• [Exercise requirements]: Would you transcribe the line containing "Task: What data" and every line after it, through the end of the records below, exactly and with nothing else?
··· Supplied material ···
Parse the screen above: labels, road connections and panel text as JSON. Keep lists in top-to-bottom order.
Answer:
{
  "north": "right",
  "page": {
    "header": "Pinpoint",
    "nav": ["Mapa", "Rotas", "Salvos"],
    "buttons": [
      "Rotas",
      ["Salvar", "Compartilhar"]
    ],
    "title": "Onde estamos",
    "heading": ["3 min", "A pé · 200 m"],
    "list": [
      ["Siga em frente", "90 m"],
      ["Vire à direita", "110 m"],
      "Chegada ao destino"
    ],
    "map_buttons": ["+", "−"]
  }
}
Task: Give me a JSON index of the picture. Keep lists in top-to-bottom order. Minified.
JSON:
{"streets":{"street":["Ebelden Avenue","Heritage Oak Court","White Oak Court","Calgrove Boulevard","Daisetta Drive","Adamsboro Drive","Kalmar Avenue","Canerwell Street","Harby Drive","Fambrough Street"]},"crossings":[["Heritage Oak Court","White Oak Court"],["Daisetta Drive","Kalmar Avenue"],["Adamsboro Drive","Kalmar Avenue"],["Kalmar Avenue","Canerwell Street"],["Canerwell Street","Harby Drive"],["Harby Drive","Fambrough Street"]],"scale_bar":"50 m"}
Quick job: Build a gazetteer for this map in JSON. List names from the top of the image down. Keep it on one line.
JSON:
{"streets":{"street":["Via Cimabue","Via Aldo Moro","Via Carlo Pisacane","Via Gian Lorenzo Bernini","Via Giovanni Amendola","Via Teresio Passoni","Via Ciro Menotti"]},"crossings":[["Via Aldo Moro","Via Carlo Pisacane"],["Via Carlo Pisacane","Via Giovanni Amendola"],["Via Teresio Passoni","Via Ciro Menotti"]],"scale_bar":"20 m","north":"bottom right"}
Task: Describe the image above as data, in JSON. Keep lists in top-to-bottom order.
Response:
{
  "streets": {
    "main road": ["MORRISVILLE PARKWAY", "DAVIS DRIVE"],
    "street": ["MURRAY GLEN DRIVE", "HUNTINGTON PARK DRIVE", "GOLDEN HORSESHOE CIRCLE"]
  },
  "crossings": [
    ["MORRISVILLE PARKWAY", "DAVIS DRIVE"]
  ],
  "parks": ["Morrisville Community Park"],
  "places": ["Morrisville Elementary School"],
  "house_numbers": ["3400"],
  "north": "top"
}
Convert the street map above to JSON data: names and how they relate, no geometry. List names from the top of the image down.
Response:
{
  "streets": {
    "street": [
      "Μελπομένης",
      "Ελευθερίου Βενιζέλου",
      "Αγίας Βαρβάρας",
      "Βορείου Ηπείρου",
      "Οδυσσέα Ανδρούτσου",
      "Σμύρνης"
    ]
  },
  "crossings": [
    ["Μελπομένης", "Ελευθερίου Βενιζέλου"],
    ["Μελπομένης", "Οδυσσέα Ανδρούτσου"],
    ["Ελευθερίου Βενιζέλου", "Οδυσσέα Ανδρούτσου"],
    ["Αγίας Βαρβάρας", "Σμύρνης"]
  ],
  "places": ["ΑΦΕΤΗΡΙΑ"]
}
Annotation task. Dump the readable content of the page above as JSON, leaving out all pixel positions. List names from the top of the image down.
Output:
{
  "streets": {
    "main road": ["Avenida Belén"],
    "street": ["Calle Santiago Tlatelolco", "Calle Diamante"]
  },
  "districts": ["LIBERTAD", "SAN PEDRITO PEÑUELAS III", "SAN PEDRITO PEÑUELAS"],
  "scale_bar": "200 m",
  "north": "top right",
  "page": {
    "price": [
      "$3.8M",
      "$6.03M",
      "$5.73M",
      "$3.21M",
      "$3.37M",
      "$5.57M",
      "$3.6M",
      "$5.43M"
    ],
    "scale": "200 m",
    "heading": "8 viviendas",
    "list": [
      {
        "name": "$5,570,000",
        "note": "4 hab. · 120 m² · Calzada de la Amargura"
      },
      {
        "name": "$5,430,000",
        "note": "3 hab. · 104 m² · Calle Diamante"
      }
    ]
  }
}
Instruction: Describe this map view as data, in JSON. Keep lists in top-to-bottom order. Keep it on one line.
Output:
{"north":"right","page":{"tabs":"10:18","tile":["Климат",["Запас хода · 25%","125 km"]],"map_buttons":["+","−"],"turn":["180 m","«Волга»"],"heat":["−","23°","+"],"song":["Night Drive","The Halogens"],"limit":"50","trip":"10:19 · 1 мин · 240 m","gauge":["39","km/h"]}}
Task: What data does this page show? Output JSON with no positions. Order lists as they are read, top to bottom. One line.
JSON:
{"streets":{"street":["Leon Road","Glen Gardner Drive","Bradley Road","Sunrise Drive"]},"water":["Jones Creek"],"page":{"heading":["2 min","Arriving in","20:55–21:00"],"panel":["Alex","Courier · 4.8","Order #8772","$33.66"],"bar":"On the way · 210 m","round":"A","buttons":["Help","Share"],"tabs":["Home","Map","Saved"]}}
···
• [Expected answer]:
Task: What data does this page show? Output JSON with no positions. Order lists as they are read, top to bottom. One line.
JSON:
{"streets":{"street":["Leon Road","Glen Gardner Drive","Bradley Road","Sunrise Drive"]},"water":["Jones Creek"],"page":{"heading":["2 min","Arriving in","20:55–21:00"],"panel":["Alex","Courier · 4.8","Order #8772","$33.66"],"bar":"On the way · 210 m","round":"A","buttons":["Help","Share"],"tabs":["Home","Map","Saved"]}}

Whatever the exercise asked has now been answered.